1989: qui vediamo la Ferrari 640 nelle sue due versioni (prese d’aria motore laterali o presa d’aria motore a snorkel) condotta da Nigel Mansell. Evidente la differenza di carico aerodinamico: profili più scarichi e paratie laterali di ridotte dimensioni per la 640 portata in gara a Monza.
GP d’Italia 1997, Monza. Sulla Williams FW19 di Jacques Villeneuve appare questa curiosa ala posteriore. Essa è composta solo da un’ala a fenditura (due profili separati da una fenditura, appunto) a ridotta incidenza posta in corrispondenza dell’attacco centrale dell’ala stessa. Le paratie verticali, ridisegnate, sono di dimensioni particolarmente contenute.
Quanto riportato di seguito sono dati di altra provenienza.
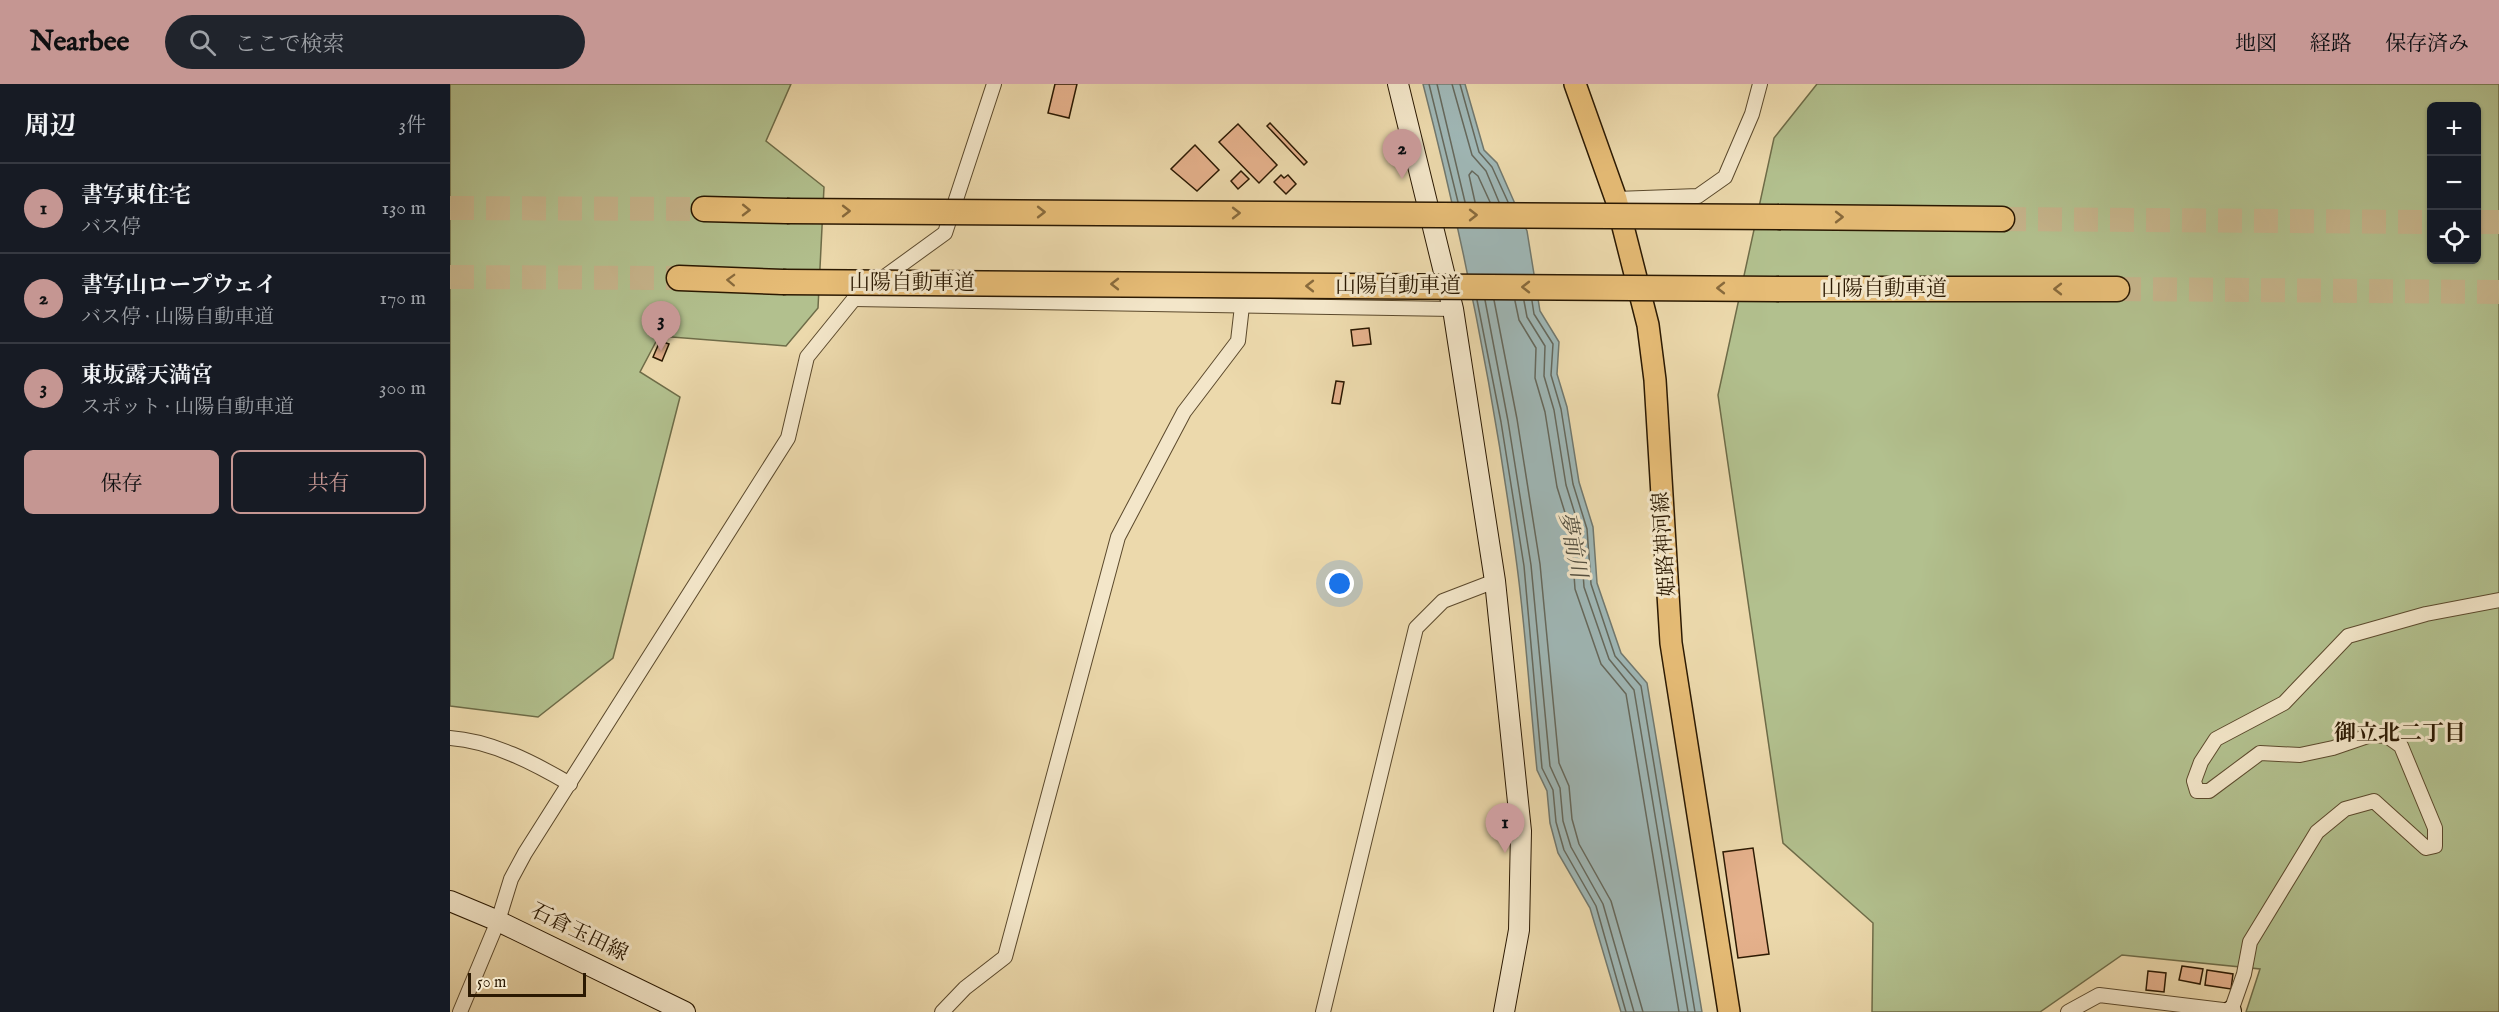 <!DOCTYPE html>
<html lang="ja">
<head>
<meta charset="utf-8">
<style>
	:root { --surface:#171b24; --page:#20242c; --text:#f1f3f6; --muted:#9ea1a6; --line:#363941; --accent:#c59692 }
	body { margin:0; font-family:"IM FELL English","Noto Serif JP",serif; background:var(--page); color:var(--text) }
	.controls { position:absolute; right:18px; top:18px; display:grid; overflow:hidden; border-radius:9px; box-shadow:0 2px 4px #0004 }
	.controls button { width:54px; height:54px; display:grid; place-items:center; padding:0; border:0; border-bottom:2px solid var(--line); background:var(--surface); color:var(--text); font:30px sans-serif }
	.scale { position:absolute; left:18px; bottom:15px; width:118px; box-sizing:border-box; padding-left:6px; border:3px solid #2b1902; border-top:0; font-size:16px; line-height:21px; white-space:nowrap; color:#2b1902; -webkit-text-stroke:4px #f3e6c9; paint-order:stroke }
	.you { position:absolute; left:890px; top:500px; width:21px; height:21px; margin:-15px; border:4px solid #fff; border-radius:50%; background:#1a73e8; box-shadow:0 0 0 9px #1a73e833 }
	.badge { display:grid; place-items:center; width:39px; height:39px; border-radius:50%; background:var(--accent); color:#111; font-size:20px; font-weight:700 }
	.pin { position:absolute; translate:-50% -50px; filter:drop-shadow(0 2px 3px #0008) }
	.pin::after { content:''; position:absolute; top:32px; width:21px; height:18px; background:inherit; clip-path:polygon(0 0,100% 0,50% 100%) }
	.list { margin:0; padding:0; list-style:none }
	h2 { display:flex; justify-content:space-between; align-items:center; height:78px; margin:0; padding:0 24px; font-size:26px }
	h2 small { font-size:20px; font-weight:400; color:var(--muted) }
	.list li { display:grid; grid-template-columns:39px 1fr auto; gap:18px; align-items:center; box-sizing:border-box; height:90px; padding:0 24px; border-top:2px solid var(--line) }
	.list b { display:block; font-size:22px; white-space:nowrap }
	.list p { margin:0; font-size:20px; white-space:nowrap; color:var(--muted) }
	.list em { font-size:20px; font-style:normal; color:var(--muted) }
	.actions { display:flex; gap:12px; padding:18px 24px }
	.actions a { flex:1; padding:14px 0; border:2px solid var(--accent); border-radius:9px; text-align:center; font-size:21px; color:var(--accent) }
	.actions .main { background:var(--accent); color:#111 }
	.icon { flex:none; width:33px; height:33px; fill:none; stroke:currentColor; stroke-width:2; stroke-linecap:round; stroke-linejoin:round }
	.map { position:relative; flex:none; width:2049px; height:928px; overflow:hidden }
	header { display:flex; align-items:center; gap:36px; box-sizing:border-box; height:84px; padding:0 30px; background:var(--accent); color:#111 }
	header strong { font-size:28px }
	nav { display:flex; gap:33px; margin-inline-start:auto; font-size:21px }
	.search { width:420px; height:54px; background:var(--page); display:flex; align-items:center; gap:15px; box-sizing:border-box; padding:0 21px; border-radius:33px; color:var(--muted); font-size:22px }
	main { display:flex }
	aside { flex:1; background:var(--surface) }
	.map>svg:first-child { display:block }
	.green { fill:#b2c08e; stroke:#6e6c48; stroke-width:1.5; fill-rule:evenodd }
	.water { fill:#9fb7b6; stroke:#71786e; stroke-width:1.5 }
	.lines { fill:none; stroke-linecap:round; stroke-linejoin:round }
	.shore { stroke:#65685c; stroke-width:1.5 }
	.building { fill:#e5b18c; stroke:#2b1902; stroke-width:1.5 }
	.highway-tunnel { stroke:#c5b38a; stroke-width:24; stroke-dasharray:24 12; stroke-linecap:butt }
	.street-casing { stroke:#5b492c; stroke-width:16 }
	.secondary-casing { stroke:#2b1902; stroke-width:22 }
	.primary-casing { stroke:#2b1902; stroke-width:24 }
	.highway-casing { stroke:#2b1902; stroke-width:27 }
	.street { stroke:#f3e6c9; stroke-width:14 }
	.secondary { stroke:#f3e6c9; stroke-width:20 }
	.primary { stroke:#e6bc76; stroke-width:21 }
	.highway { stroke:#e6bc76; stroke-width:24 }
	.highway-bridge-casing { stroke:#2b1902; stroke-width:27; stroke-linecap:butt }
	.highway-bridge { stroke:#e6bc76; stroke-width:24 }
	.oneway { stroke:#886a3c }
	.labels { text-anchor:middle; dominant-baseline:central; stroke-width:6; stroke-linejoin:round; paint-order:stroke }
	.street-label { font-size:21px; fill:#2b1902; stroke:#f3e6c9 }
	.water-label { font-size:22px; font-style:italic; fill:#545041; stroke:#f3e6c9 }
	.neighbourhood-label { font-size:22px; font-weight:bold; fill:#2b1902; stroke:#f3e6c9 }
</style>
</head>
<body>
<header>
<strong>Nearbee</strong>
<div class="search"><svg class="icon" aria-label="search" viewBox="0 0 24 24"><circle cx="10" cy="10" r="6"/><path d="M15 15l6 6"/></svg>ここで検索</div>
<nav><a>地図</a><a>経路</a><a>保存済み</a></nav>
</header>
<main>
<aside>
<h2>周辺<small>3件</small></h2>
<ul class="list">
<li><span class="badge">1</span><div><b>書写東住宅</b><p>バス停</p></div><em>130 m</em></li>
<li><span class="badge">2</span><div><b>書写山ロープウェイ</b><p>バス停 · 山陽自動車道</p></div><em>170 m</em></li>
<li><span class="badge">3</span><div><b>東坂露天満宮</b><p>スポット · 山陽自動車道</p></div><em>300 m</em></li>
</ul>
<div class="actions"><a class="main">保存</a><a>共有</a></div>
</aside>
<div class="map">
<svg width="2049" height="928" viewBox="0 0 2049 928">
	<rect width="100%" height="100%" fill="#ecd9ac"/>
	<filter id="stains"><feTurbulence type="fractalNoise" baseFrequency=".00333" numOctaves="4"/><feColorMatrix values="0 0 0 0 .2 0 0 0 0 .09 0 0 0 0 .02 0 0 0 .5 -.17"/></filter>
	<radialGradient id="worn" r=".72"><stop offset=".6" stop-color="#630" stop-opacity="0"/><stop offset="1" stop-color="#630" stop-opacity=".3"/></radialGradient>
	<!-- green -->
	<g class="green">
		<path d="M0,0H341L316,57L374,103L368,224L336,262L209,252L190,288L230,313L163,574L88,633L0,622Z"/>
		<path d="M1367,0H2049V928H1796L1810,885L1672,871L1590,928H1422L1423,839L1333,759L1268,311L1324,54ZM1982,22H2026V176H1982Z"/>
	</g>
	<!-- water -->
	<path class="water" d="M973,0H1015L1034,66L1047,79L1077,147L1090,227L1109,258L1107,290L1117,323L1129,398L1143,443L1147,499L1171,569L1197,599L1252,928H1171L1140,824L1108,769L1100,739L1097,707L1087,686C1080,618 1076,550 1067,482C1046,320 1014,158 973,0Z"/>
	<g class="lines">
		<!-- shore -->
		<g class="shore">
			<path d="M979,0L1008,118"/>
			<path d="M987,0L1015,118"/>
			<path d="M1002,0L1022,71L1036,87L1049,118"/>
			<path d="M1010,0L1029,68L1042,83L1058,118"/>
			<path d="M1025,118L1019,91L1022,87L1028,92L1040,118"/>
			<path d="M1027,216L1051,338L1074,482L1092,684L1103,706L1106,738L1114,766L1146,822L1176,928"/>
			<path d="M1035,216L1058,337L1081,481L1100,682L1110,704L1113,737L1121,763L1153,820L1184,928"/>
			<path d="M1044,216L1067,335L1090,480L1109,679L1119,702L1122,735L1129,760L1161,817L1193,928"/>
			<path d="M1065,217L1069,236L1086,264L1085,294L1095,328L1107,403L1121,448L1125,505L1151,580L1176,610L1229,928"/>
			<path d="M1074,217L1077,233L1095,262L1094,292L1104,326L1116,401L1130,446L1134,503L1159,575L1184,606L1238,928"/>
			<path d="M1082,217L1084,230L1103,260L1101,291L1111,325L1123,400L1137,445L1141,500L1165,572L1191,602L1245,928"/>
		</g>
	</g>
	<!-- building -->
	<g class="building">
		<path d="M605,0H627L619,34L598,29Z"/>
		<path d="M820,39L857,78L854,81L817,42Z"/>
		<path d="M788,40L827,81L809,99L769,58Z"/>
		<path d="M745,61L769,86L747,107L721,85Z"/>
		<path d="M791,87L799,95L788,105L781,97Z"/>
		<path d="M831,91L834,94L838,91L846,100L836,110L824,98Z"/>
		<path d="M919,244L921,260L903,262L901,246Z"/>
		<path d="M210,257L219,260L212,277L203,273Z"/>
		<path d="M886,297L894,298L890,320L882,319Z"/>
		<path d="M1303,764L1319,870L1288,874L1273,768Z"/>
		<path d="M1732,882L1753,885L1750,900L1729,896Z"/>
		<path d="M1757,886L1783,890L1781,905L1755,901Z"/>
		<path d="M1698,887L1716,889L1714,908L1696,906Z"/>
	</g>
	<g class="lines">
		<!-- highway-tunnel -->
		<g class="highway-tunnel">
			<path d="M0,124L254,125"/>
			<path d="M1552,135L1982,138"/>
			<path d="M2026,138H2049"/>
			<path d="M0,193L229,194"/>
			<path d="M1667,205L2049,208"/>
		</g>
		<defs>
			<g id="street">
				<path d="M1166,115L1248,112L1275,93L1302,30L1310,0"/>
				<path d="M404,215L1003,225"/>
				<path d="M0,654C42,657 84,679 120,700"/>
				<path d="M10,928L48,837L61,795L75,769L338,354L357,273L404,215L495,149L544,0"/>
				<path d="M492,928L515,904L555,873L668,453L734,328L788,257L792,222"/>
				<path d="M873,928L966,544L993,517L1045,497"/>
				<path d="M1618,928L1649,911L1781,927L1794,890L1800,858L1867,748L1895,725L1924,717L1976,764L1985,762V744L1951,662L1937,652L1921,651L1883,664L1850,671L1810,669L1759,707H1747L1744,697L1751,678L1766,655L1834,619L1898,552L1976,530L2049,516"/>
			</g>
			<g id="secondary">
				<path d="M948,0L1003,225L1045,497L1071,747L1069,846L1054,928"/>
				<path d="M0,817L48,837L235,928"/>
				<path d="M1781,928V927"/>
			</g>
			<path id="primary" d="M1125,0L1166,115L1198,241L1205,296L1221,559L1279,928"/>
			<g id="highway">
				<path d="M254,125L337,127"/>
				<path d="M1331,133L1552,135"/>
				<path d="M229,194L333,198"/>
				<path d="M1329,205H1667"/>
			</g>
		</defs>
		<!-- street casing -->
		<use href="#street" class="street-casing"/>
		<!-- secondary casing -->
		<use href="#secondary" class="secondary-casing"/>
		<!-- primary casing -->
		<use href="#primary" class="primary-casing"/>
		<!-- highway casing -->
		<use href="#highway" class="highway-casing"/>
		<!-- street -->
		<use href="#street" class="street"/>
		<!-- secondary -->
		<use href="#secondary" class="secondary"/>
		<!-- primary -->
		<use href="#primary" class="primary"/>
		<!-- highway -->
		<use href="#highway" class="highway"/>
		<defs>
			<g id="highway-bridge">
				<path d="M337,127L1331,133"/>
				<path d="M333,198L1329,205"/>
			</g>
		</defs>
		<!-- highway-bridge casing -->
		<use href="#highway-bridge" class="highway-bridge-casing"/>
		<!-- highway-bridge -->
		<use href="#highway-bridge" class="highway-bridge"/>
	</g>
	<!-- one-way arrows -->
	<defs><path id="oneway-chevron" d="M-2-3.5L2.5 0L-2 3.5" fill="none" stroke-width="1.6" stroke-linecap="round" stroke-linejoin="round" transform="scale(1.5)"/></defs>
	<g class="oneway">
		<use href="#oneway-chevron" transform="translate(296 126) rotate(1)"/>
		<use href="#oneway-chevron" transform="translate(396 127)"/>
		<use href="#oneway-chevron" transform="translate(591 128)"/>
		<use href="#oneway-chevron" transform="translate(786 129)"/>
		<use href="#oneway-chevron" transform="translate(1023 131)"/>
		<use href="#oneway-chevron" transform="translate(1389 133)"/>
		<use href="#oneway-chevron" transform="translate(281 196) rotate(-178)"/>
		<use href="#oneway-chevron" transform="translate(665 200) rotate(-180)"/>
		<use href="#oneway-chevron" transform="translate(860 202) rotate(-180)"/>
		<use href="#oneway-chevron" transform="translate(1076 203) rotate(-180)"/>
		<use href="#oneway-chevron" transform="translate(1271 204) rotate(-180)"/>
		<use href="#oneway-chevron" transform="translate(1608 205) rotate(-180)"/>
	</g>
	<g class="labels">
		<!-- street labels -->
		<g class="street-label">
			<text x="462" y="199">山陽自動車道</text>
			<text x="948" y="202">山陽自動車道</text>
			<text x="1434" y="205">山陽自動車道</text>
			<text transform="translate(1215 460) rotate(-94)">姫路神河線</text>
			<text transform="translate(129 849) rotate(26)">石倉玉田線</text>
		</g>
		<!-- water labels -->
		<g class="water-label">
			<text transform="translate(1122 461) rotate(79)">夢前川</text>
		</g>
		<!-- neighbourhood labels -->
		<g class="neighbourhood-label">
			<text x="1950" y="650">御立北二丁目</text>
		</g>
	</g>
	<rect width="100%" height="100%" filter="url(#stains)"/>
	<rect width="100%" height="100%" fill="url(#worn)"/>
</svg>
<div class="controls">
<button>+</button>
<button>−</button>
<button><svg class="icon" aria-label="locate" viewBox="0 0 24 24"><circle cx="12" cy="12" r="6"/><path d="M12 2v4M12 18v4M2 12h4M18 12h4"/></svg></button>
</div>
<div class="scale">50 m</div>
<div class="you"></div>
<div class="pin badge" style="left:1055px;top:769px">1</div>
<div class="pin badge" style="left:952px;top:95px">2</div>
<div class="pin badge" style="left:211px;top:267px">3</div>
</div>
</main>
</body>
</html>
Di fatto, il carico deportante è affidato solo ai due profili inferiori i quali, unitamente ai profili superiori, vanno a costituire l’alettone standard della iridata Williams FW19. L’estrema soluzione non avrà seguito.
Nel recente passato, anche le Dallara GP2 (oggi Formula 2) e Formula Renault 3.5 (oggi denominata World Series Formula V8 3.5) hanno presentato alettoni posteriori a basso carico (Monza) privi di profili alari altrimenti contemplati su tutti gli altri tracciati. Nel particolare, vediamo la Dallara GP2 del 2007: a Monza, i team erano soliti eliminare il flap superiore, lasciando, pertanto, solo il “main plane”; nell’altra foto, la classica configurazione ad alto carico, con alettone provvisto di flap (dove campeggia la scritta “Santander”).
Degna di menzione, la configurazione aerodinamica presentata dalla Ferrari in occasione del GP d’Italia (Monza) 1985. In questo caso, l’intervento investe tanto la fattura dell’alettone posteriore quanto il fondo vettura ed il profilo estrattore. Ecco, dunque, un ulteriore, decisivo espediente finalizzato alla riduzione tanto della deportanza quanto della resistenza aerodinamica: il dimensionamento del profilo estrattore. Ricordiamo, infatti, che la portata di un Venturi è definita dalla sua sezione d’uscita. Tradotto nella pratica: profili estrattori dalle dimensioni (altezza, larghezza e profondità) generose in presenza di tracciati ad alto-medio carico, profili estrattori di dimensioni ridotte in presenza di tracciati molto veloci. La Ferrari 156/85 è solita adottare diverse configurazioni di profili estrattori. A Monza, le suddette monoposto di Maranello affidate a Michele Alboreto e Stefan Johansson presentano un alettone posteriore le cui paratie verticali si prolungano sino a lambire il suolo. In basso, è posto un profilo deportante. Il fondo, tuttavia, non sfocia nel classico, vistoso profilo estrattore a canale unico. Esso, infatti, si interrompe in corrispondenza dei terminali di scarico (annegati nel fondo vettura) e presenta un andamento tendenzialmente rettilineo. In foto si apprezzano bene le differenze tra la 156/85 monzese e la gemella ad alto carico dotata di enorme profilo estrattore a sezione convessa.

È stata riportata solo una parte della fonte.